*** Opening of Given entries ***
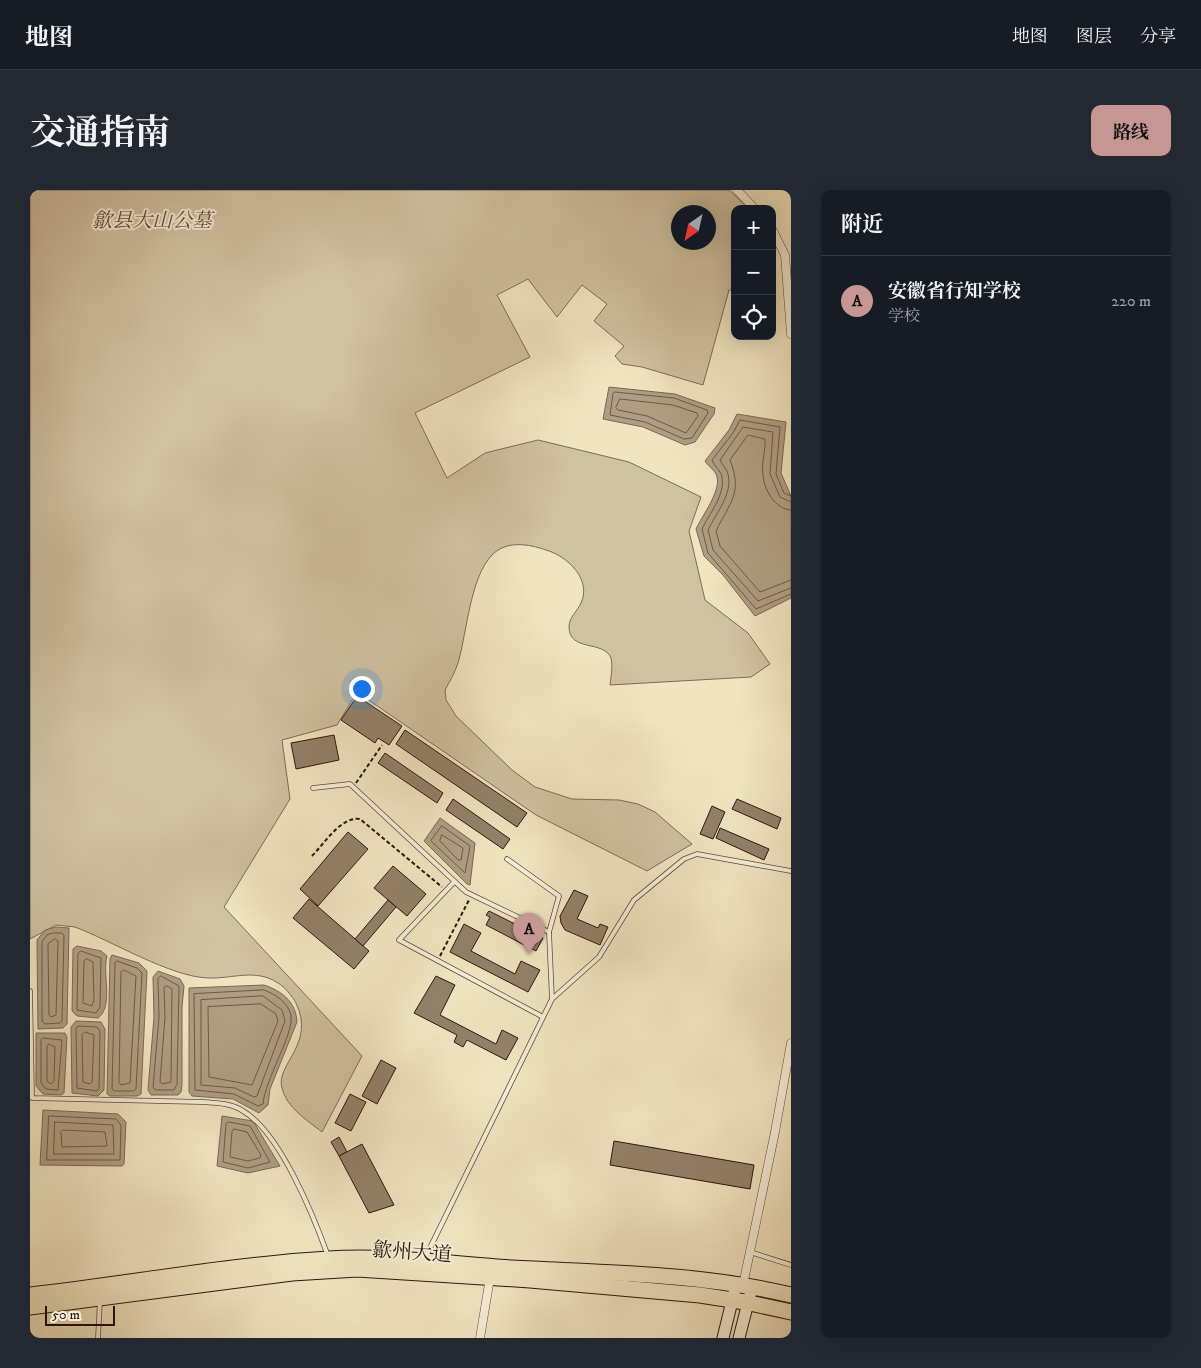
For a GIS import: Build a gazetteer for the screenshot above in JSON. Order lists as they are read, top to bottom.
{
  "streets": {
    "highway": ["歙州大道"]
  },
  "parks": ["歙县大山公墓"],
  "scale_bar": "50 m",
  "north": "bottom left",
  "page": {
    "header": "地图",
    "nav": ["地图", "图层", "分享"],
    "title": "交通指南",
    "buttons": "路线",
    "heading": "附近",
    "map_buttons": ["+", "−"],
    "list": [
      {
        "mark": "A",
        "name": "安徽省行知学校",
        "note": "学校",
        "value": "220 m"
      }
    ],
    "pins": "A",
    "scale": "50 m"
  }
}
*** Close of Given entries ***
Task >> In your copy, include every record word for word but no pictures.

Task result >>
For a GIS import: Build a gazetteer for the screenshot above in JSON. Order lists as they are read, top to bottom.
{
  "streets": {
    "highway": ["歙州大道"]
  },
  "parks": ["歙县大山公墓"],
  "scale_bar": "50 m",
  "north": "bottom left",
  "page": {
    "header": "地图",
    "nav": ["地图", "图层", "分享"],
    "title": "交通指南",
    "buttons": "路线",
    "heading": "附近",
    "map_buttons": ["+", "−"],
    "list": [
      {
        "mark": "A",
        "name": "安徽省行知学校",
        "note": "学校",
        "value": "220 m"
      }
    ],
    "pins": "A",
    "scale": "50 m"
  }
}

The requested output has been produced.